Material for the task:

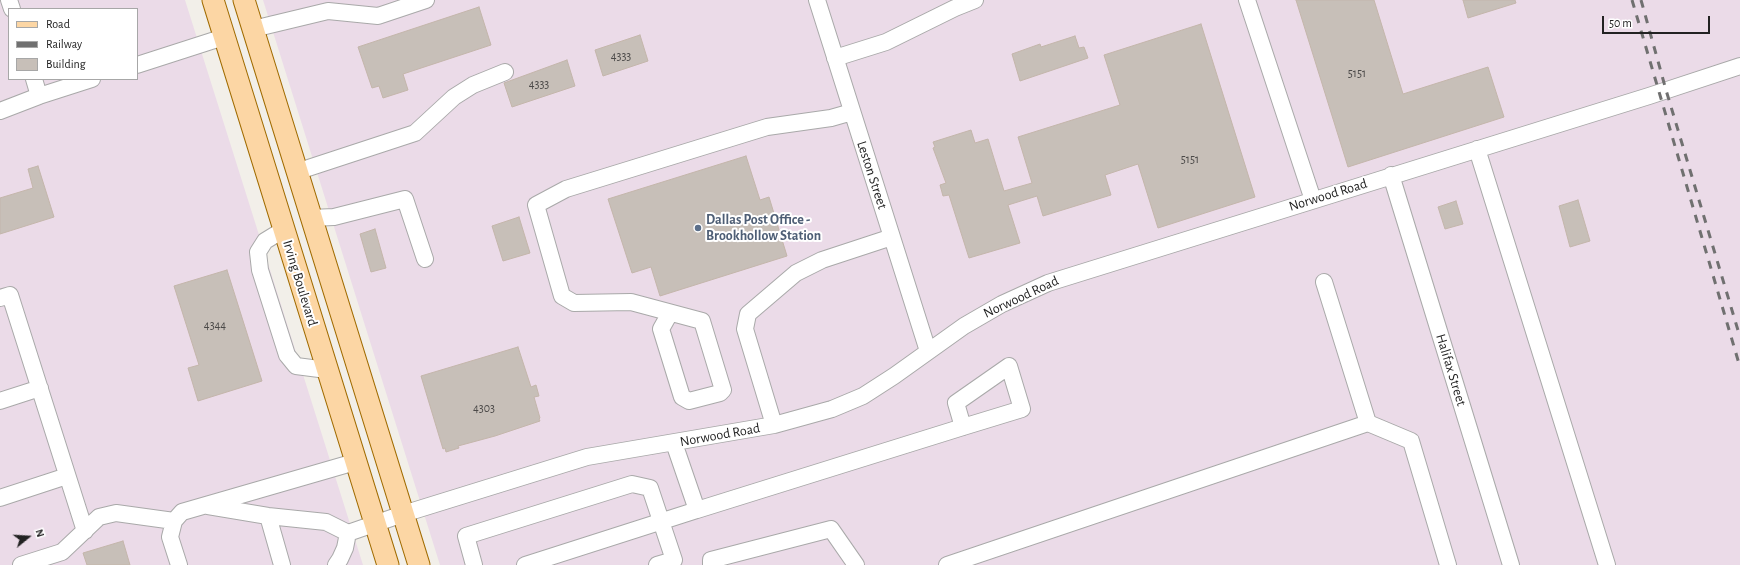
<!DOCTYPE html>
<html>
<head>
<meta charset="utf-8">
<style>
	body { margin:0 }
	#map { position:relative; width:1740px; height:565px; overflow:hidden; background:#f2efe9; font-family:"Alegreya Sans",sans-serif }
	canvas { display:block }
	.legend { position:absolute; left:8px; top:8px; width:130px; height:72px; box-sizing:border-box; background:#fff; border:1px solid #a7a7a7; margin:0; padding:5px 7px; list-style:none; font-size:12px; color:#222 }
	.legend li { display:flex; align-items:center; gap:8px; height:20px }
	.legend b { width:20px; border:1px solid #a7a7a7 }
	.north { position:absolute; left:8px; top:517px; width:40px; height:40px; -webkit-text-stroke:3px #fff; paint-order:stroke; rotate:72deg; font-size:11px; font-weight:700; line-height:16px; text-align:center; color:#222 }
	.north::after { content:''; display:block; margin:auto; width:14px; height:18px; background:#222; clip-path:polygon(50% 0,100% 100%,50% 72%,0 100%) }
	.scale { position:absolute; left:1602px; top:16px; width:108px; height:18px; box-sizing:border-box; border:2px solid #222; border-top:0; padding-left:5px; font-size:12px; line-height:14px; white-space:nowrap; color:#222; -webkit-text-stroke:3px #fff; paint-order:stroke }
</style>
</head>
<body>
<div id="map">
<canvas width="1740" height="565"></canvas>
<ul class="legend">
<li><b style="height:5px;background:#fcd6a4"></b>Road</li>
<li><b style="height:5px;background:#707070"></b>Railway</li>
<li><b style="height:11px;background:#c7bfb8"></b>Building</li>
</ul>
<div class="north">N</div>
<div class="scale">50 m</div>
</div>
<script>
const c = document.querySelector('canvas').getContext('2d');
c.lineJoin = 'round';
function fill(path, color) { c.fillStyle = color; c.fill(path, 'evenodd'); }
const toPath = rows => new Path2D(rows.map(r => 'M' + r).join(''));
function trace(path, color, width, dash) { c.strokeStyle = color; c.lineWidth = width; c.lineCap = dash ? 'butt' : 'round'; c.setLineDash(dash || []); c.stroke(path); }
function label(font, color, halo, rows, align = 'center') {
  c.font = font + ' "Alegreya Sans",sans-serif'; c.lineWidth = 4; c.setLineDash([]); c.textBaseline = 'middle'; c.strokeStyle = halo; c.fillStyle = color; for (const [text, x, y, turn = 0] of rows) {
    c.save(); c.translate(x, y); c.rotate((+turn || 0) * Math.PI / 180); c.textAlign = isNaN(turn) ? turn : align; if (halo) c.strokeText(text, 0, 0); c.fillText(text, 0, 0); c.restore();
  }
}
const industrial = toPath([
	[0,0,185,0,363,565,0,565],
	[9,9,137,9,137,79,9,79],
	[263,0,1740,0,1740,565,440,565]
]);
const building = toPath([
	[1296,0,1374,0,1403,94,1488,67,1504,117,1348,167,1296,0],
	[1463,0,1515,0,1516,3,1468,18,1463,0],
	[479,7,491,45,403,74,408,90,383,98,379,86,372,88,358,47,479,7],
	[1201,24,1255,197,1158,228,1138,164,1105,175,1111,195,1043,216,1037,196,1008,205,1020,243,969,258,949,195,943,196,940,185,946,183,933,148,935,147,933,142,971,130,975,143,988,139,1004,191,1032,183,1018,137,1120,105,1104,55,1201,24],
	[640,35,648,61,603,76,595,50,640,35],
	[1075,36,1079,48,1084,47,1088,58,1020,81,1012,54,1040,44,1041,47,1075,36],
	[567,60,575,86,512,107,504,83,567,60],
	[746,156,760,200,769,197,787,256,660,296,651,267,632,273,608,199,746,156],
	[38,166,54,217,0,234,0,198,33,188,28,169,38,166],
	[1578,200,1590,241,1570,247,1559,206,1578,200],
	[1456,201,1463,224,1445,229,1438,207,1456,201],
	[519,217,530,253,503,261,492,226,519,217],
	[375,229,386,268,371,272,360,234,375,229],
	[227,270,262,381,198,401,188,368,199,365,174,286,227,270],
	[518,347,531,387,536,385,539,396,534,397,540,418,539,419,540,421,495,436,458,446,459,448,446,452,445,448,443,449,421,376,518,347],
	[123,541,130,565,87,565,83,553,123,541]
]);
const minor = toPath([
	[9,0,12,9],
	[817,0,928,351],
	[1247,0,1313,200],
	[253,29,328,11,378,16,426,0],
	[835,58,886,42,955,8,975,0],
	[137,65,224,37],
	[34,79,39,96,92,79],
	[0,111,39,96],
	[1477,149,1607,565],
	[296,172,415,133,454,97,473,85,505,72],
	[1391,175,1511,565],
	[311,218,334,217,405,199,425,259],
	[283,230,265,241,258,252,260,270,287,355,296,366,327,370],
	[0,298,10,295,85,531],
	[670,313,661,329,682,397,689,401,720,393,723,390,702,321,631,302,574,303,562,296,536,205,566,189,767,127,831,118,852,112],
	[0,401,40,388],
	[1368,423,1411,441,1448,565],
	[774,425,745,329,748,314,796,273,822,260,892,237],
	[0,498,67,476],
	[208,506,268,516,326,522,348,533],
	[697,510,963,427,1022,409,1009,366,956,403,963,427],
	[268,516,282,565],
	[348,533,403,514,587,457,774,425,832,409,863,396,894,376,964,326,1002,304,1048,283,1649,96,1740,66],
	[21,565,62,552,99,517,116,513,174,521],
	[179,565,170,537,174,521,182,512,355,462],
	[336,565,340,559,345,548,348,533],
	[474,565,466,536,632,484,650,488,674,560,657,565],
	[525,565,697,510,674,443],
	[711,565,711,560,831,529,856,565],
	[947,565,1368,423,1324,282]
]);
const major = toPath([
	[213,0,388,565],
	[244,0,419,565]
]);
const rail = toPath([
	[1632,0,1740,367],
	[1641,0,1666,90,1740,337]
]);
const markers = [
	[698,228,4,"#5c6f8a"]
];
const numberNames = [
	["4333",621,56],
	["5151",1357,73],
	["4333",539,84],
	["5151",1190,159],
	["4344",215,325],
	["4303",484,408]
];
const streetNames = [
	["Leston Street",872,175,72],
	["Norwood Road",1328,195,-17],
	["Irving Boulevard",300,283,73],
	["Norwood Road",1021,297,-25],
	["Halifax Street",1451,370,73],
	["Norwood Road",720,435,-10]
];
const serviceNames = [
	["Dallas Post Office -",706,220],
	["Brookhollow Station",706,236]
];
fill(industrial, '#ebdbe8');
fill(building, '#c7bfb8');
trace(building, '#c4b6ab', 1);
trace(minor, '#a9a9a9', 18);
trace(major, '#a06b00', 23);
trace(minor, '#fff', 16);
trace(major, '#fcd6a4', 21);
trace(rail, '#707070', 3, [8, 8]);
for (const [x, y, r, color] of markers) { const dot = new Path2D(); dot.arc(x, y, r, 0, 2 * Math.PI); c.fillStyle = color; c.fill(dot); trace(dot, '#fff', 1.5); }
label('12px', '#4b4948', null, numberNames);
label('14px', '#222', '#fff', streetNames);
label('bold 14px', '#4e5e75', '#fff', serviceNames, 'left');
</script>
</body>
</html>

Work task: Print the data above verbatim from the first line through the line holding "position:absolute; left:8px; top:517px;", leaving every picture out.

Task solution:
<!DOCTYPE html>
<html>
<head>
<meta charset="utf-8">
<style>
	body { margin:0 }
	#map { position:relative; width:1740px; height:565px; overflow:hidden; background:#f2efe9; font-family:"Alegreya Sans",sans-serif }
	canvas { display:block }
	.legend { position:absolute; left:8px; top:8px; width:130px; height:72px; box-sizing:border-box; background:#fff; border:1px solid #a7a7a7; margin:0; padding:5px 7px; list-style:none; font-size:12px; color:#222 }
	.legend li { display:flex; align-items:center; gap:8px; height:20px }
	.legend b { width:20px; border:1px solid #a7a7a7 }
	.north { position:absolute; left:8px; top:517px; width:40px; height:40px; -webkit-text-stroke:3px #fff; paint-order:stroke; rotate:72deg; font-size:11px; font-weight:700; line-height:16px; text-align:center; color:#222 }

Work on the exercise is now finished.